After acting as legal representative to several Irish railway companies during 1845-6, O’Beirne relocated his business to London, where his first wife died in September 1850.
During the winter of 1864-5, O’Beirne and Lord Fermoy were forced to defend an action for breaching an agreement to establish a joint-stock bank in Vienna, for which the plaintiffs secured damages of £20,000.
O’Beirne made 120 contributions to debate between 1866 and 1868, speaking on landlord-tenant relations, the reform of the Irish Church establishment, and the introduction of commercial enterprises into Ireland.
In June 1867 O’Beirne introduced a bill to amend the Irish Dog Regulation Act, and warmly supported the subsequent Irish land tenure bill, arguing that ‘an almost total absence of all the means of subsistence except from land’ meant that the basis for fair contracts between owners and occupiers was absent in Ireland, and could not therefore ‘be left free … and untrammelled by special legislation’.
O’Beirne was not, however, exclusively concerned with Irish issues, and took a close interest in the development of army ordnance.
Having participated in the effort to have capital sentences on the leaders of the 1867 rising commuted, O’Beirne condemned the subsequent maltreatment of Fenian prisoners in March 1868.

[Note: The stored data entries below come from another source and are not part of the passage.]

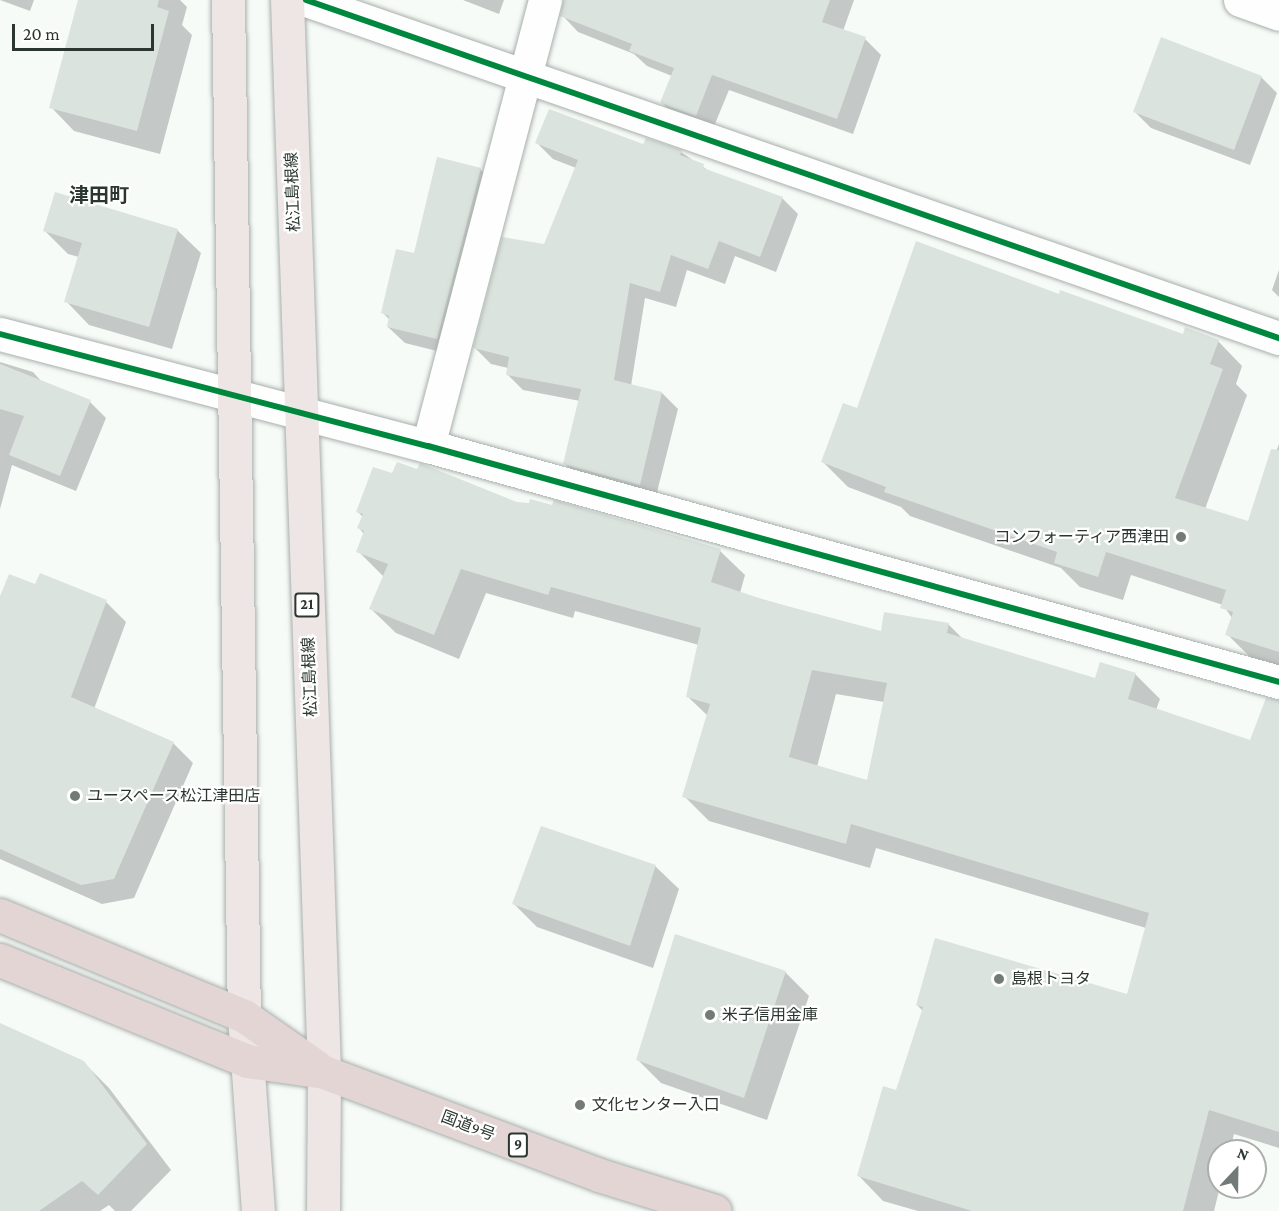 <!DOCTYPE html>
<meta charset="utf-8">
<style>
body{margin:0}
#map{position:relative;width:1279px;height:1211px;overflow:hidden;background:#f6fbf8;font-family:"Crimson Pro","Noto Sans JP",serif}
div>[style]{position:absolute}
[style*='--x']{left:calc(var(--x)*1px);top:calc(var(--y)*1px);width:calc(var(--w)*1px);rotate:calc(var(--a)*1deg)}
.shadow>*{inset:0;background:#0003}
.building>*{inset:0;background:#dbe3de}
.roads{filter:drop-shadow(0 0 2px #a8afab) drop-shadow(0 0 2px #a8afab)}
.minor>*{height:33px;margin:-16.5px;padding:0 16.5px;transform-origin:16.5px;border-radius:16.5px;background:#fefefe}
.major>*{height:33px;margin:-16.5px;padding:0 16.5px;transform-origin:16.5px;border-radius:16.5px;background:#eee5e5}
.highway>*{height:33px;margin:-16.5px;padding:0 16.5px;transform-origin:16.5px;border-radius:16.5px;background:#e4d5d5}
.cycleway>*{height:6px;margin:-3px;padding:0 3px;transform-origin:3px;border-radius:3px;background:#00873e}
.dots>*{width:16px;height:16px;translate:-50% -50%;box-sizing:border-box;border:3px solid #fff;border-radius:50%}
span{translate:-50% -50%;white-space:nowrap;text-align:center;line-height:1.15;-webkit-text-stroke:4.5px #fff;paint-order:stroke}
.shield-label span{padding:2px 4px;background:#fff;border:2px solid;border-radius:4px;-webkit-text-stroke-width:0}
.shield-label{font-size:15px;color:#2b3630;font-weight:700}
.street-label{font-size:16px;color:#2b3630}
.poi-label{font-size:16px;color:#2b3630}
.right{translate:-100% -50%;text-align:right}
.left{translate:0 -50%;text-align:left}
.quarter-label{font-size:20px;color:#2b3630;font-weight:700}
.north{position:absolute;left:1207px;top:1139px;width:60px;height:60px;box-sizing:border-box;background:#fff;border:2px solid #aaafac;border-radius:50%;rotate:22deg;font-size:16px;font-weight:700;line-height:24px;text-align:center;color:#2b3630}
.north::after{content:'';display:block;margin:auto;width:21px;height:27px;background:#727b76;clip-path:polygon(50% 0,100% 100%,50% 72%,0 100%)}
.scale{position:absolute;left:12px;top:24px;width:142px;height:27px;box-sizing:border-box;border:3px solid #2b3630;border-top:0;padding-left:8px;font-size:18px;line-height:21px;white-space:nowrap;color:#2b3630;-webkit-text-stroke:4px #fff;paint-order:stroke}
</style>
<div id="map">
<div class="shadow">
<div style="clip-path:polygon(0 0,34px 0,30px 11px)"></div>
<div style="clip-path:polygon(80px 0,180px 0,187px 7px,182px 25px,192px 35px,160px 154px,74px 131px,51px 107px)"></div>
<div style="clip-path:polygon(463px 0,504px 0,499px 14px)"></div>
<div style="clip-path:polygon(564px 0,854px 0,843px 31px,865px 39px,881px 55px,853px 134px,729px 90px,712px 131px,678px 119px,662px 103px,672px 76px,647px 66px,634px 54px,578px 32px,562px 15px)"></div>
<div style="clip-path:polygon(1261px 77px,1277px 93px,1250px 165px,1151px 128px,1135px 112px)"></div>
<div style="clip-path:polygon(537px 143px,644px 146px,681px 152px,709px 171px,782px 198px,798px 214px,776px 272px,735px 256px,725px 284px,687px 270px,676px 307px,645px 298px,631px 386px,662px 393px,678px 409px,655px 500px,580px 480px,564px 463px,580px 401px,523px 390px,507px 374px,508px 368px,491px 364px,475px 348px,545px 246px,576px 168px,553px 159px)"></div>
<div style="clip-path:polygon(439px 159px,481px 170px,497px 186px,453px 355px,405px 343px,388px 327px,390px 320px,383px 313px,415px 254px)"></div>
<div style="clip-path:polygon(177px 230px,201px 253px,172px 349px,89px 325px,66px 301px,79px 257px,68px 254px,45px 231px)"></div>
<div style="clip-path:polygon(1279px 270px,1279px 297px,1272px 290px)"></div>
<div style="clip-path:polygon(1060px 296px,1184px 335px,1218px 341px,1242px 366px,1236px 384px,1247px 395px,1205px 509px,1249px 523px,1279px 444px,1279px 668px,1252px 659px,1227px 634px,1232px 618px,1223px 605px,1131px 575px,1123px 600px,1080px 587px,1061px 568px,910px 516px,901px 507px,848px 487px,823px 462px,857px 410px)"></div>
<div style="clip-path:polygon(0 362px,33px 372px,42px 382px,90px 402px,106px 418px,76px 491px,12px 465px,0 509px)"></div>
<div style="clip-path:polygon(evenodd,393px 475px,720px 551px,745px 575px,740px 593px,882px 633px,948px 624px,964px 640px,1096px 680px,1135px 674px,1160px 699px,1156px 710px,1251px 742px,1279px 701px,1279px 1148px,1234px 1134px,1230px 1151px,1219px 1151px,1220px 1187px,1214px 1211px,918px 1211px,883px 1201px,859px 1176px,897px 1092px,923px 1011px,917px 1005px,1128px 996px,1146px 928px,876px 848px,870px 868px,709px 821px,684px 796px,708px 716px,688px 697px,699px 645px,575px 611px,573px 618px,486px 593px,459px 659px,396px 633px,371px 609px,384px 577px,358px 551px,364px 534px,359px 528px,363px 517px,357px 511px,393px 475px,836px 694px,884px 702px,868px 782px,817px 767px,836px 694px)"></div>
<div style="clip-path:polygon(36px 586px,106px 602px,126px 622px,94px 709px,173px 743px,193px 763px,134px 898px,102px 904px,0 859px,0 599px)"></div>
<div style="clip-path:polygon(655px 866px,679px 889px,653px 968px,537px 927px,514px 904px)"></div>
<div style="clip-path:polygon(785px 972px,809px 996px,767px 1120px,661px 1083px,637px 1059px)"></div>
<div style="clip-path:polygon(0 1025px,83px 1062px,109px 1088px,171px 1170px,131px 1211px,115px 1211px,109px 1205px,100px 1211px,0 1211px)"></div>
</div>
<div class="building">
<div style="clip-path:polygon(78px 0,159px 0,157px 7px,169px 11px,137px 131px,49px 108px)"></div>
<div style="clip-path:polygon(563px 0,830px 0,822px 22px,866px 37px,837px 119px,712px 75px,696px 116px,660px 103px,674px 68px,629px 51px,632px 44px,560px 16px)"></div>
<div style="clip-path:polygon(1161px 37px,1262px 76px,1234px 150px,1133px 112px)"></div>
<div style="clip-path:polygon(549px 109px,643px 144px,646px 138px,682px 150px,680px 155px,704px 164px,703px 168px,783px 197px,760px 257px,719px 241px,708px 269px,671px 255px,660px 292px,630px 283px,614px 380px,662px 392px,640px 485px,563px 464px,581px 389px,506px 375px,509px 357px,473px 348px,502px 237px,544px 244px,578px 160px,535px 143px)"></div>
<div style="clip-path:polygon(437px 157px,481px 168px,437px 339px,387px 327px,389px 316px,381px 313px,396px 249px,414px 253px)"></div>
<div style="clip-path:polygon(55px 192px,178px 229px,149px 327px,64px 302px,82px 243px,43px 231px)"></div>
<div style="clip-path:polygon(916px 241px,1059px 294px,1060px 290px,1183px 334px,1185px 327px,1219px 340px,1210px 364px,1223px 369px,1175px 498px,1248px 521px,1271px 449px,1279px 450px,1279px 652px,1225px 635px,1233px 612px,1220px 608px,1226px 590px,1106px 552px,1098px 577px,1054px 563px,1057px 552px,884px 492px,886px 487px,821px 462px,843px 403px,857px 408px)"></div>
<div style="clip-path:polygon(0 364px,91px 400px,60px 476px,9px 455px,24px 416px,0 409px)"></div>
<div style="clip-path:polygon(evenodd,397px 462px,417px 469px,420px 463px,517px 502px,529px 503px,530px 499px,552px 505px,554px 500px,721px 549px,711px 582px,768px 601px,881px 631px,884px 612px,949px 623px,947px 633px,1095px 678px,1100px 662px,1136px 673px,1128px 699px,1250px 740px,1266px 698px,1279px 700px,1279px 1132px,1209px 1110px,1183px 1211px,972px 1211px,857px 1176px,883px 1086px,896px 1090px,923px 1007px,916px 1005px,935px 938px,1127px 994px,1149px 913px,851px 824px,846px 844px,682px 797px,710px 704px,686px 697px,701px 628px,551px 587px,548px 595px,461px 569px,434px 635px,369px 609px,388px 564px,356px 552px,364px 531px,357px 528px,363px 514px,356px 512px,373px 467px,392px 473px,397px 462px,812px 670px,887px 683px,867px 780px,789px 757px,812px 670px)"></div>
<div style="clip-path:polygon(40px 573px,107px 600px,71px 697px,174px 742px,114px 879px,81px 885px,0 849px,0 596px,9px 574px,35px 584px)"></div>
<div style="clip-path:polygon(541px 826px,656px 865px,630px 946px,512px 904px)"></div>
<div style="clip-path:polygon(675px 934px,786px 971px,744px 1098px,636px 1060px)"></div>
<div style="clip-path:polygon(0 1023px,84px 1061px,147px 1144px,98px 1195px,82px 1181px,39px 1211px,0 1211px)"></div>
</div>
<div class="roads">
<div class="minor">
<div style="--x:306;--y:0;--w:1030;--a:19.16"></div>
<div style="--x:1240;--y:0;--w:41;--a:19.7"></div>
<div style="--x:0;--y:334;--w:442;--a:14.7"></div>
<div style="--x:428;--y:446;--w:883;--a:15.5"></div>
<div style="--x:428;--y:446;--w:461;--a:-75.3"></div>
</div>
<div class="major">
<div style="--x:228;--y:0;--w:1016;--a:89.1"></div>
<div style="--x:244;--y:1016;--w:196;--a:85.9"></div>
<div style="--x:287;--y:0;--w:1073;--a:88.02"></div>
<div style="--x:324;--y:1072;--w:139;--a:90.4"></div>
</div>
<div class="highway">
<div style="--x:0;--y:915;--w:264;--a:22.5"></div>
<div style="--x:244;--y:1016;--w:89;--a:34.9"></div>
<div style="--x:0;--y:960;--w:267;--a:22.2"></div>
<div style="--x:247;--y:1061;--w:78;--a:8.1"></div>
<div style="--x:324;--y:1072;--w:294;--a:20.5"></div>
<div style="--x:599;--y:1175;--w:121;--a:17.2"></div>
</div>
</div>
<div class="cycleway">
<div style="--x:306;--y:0;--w:1030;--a:19.16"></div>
<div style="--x:0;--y:334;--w:442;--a:14.7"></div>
<div style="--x:428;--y:446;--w:883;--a:15.5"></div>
</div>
<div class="dots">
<div style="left:1181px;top:537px;background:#727b76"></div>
<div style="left:75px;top:796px;background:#727b76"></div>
<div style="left:999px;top:979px;background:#727b76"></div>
<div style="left:710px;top:1015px;background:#727b76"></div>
<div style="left:580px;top:1105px;background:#727b76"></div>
</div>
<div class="shield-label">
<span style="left:307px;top:605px">21</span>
<span style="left:518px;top:1145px">9</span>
</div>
<div class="street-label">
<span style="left:293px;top:192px;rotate:-92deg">松江島根線</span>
<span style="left:310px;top:677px;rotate:-92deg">松江島根線</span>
<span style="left:468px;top:1126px;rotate:21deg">国道9号</span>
</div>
<div class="poi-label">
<span class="right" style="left:1169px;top:537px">コンフォーティア西津田</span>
<span class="left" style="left:87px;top:796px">ユースペース松江津田店</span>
<span class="left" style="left:1011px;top:979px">島根トヨタ</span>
<span class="left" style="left:722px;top:1015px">米子信用金庫</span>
<span class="left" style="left:592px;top:1105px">文化センター入口</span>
</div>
<div class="quarter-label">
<span style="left:99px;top:195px">津田町</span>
</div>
<div class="north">N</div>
<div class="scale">20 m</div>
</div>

Having been judged to have laboured for three years in parliament ‘with a zeal, ability, and distinction displayed by few of [his] party’, O’Beirne was re-elected for Cashel in November 1868, and spoken of as a lord of the treasury, his experience in commercial and manufacturing affairs being regarded as sufficient qualification for service in any financial department of the administration.
In March 1869 O’Beirne and his partners were granted a concession by Count Bismarck for laying a new Atlantic cable between Germany and the United States.
O’Beirne died at his residence at Bryanston Square, Marylebone, London in 1895.